At this point I started to fear the worst: the Lagos route is normally packed, and the cabin crew (who tried unsuccessfully to reboot the seat) told me that there were no free seats. Still, apparently there was a good likelihood that once we were in the air the seat could be reset.
And here, dear reader, you will have jumped ahead to ascertain that no, the seat was inoperative throughout the flight. I managed to assuage some of the pain in my back using judiciously placed pillows, but it was hardly ideal. Happily brute force managed to release the table for food, and my IFE was working, but I still hobbled off the plane bent almost double.
One of the cabin crew did ask later in the flight if I suffered from a bad back - I was tempted to say that "I didn't, but I do now" - and the reality is that I have chronic spondylitis which needs copious amounts of painkillers and Pilates to keep in check. What it didn't need was a malfunctioning seat for 6 hours.
There was sympathy all round, and the FSM promised to write it up and get 12,000 miles to my account, although frankly this seemed like a paltry amount in comparison with the cost of the flight (around £4,500) and the pain endured. And while I'm whinging, the food was pretty bad: the salmon starter just nasty, the bread completely stale and the cheese tasteless. Only the beef stew and rice was anywhere close to being acceptable. Still, necking Chardonnay (purely for medicinal reasons) seemed to make everything more palatable, as did watching some violent Hollywood excrescence on the IFE.
As we started our descent into LHR I did become aware of a slightly strange trend in the cabin: a number of Nigerian passengers ordering (and I mean 'ordering') cabin crew to complete their landing cards. To my mind if you can't do the card you don't get in - and it wasn't a matter of disability or language at all, just rich people wanting others to do 'menial' tasks.
On landing there was also a cacophony of beeps as people in the cabin turned on their phones, and a couple of minutes later there were at least 5 people on calls despite calls from the cabin crew to wait until the door was open. I'm of fairly strict mind with this: rules is rules, and I hate it when people think that they don't apply to them. So it was a real struggle not to grab the phone from the guy in 4K and stomp it into little pieces. Still, I consoled myself that I was probably going to be through UK security rather faster than anyone else, and on departure ordered a few of the miscreants out of the way in a stentorian voice, scattering them with my trolley case.

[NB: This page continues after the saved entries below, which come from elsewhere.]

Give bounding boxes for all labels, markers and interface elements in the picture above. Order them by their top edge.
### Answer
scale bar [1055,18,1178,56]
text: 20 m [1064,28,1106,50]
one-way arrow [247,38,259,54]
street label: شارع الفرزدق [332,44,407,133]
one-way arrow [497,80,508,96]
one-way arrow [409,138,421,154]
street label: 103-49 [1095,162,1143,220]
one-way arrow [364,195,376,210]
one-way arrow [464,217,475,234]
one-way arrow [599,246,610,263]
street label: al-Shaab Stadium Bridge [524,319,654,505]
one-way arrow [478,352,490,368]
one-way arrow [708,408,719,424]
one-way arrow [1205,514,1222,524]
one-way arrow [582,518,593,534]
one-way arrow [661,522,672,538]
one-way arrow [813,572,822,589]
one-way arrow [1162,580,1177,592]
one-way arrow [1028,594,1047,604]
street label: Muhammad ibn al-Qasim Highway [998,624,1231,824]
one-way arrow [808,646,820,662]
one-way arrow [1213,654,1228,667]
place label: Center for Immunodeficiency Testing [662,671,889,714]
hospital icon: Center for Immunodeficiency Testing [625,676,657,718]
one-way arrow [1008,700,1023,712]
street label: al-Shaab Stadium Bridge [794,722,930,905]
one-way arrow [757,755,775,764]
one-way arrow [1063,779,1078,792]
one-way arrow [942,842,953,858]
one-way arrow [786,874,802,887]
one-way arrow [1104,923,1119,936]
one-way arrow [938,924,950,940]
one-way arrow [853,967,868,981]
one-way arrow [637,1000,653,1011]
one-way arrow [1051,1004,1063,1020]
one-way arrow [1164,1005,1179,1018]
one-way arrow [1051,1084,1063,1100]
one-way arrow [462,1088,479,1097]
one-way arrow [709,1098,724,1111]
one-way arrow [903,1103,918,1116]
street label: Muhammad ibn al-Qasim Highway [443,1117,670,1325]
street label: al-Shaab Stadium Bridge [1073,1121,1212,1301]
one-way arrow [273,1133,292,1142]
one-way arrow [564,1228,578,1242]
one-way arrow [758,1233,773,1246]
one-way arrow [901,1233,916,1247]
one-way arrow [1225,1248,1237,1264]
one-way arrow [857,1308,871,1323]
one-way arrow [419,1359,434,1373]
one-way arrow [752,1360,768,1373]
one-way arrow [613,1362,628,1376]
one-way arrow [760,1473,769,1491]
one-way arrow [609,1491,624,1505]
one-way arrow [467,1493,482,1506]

THe final stage of my trip was where I can, perhaps, forgive Virgin in some small part. I made a beeline for the Limo desk and the chauffeur was with me in 30 seconds. And even with the evening traffic on the M4 I was home less than an hour after the wheels touched down.
I'm not sure if I'll get much of a response, but I have emailed Virgin customer services to see how they will recompense me for the discomfort suffered. Nothing as yet but hopefully my Gold status, frequent upper class flights and a considerable spend this year might get me a few more miles and a decent apology.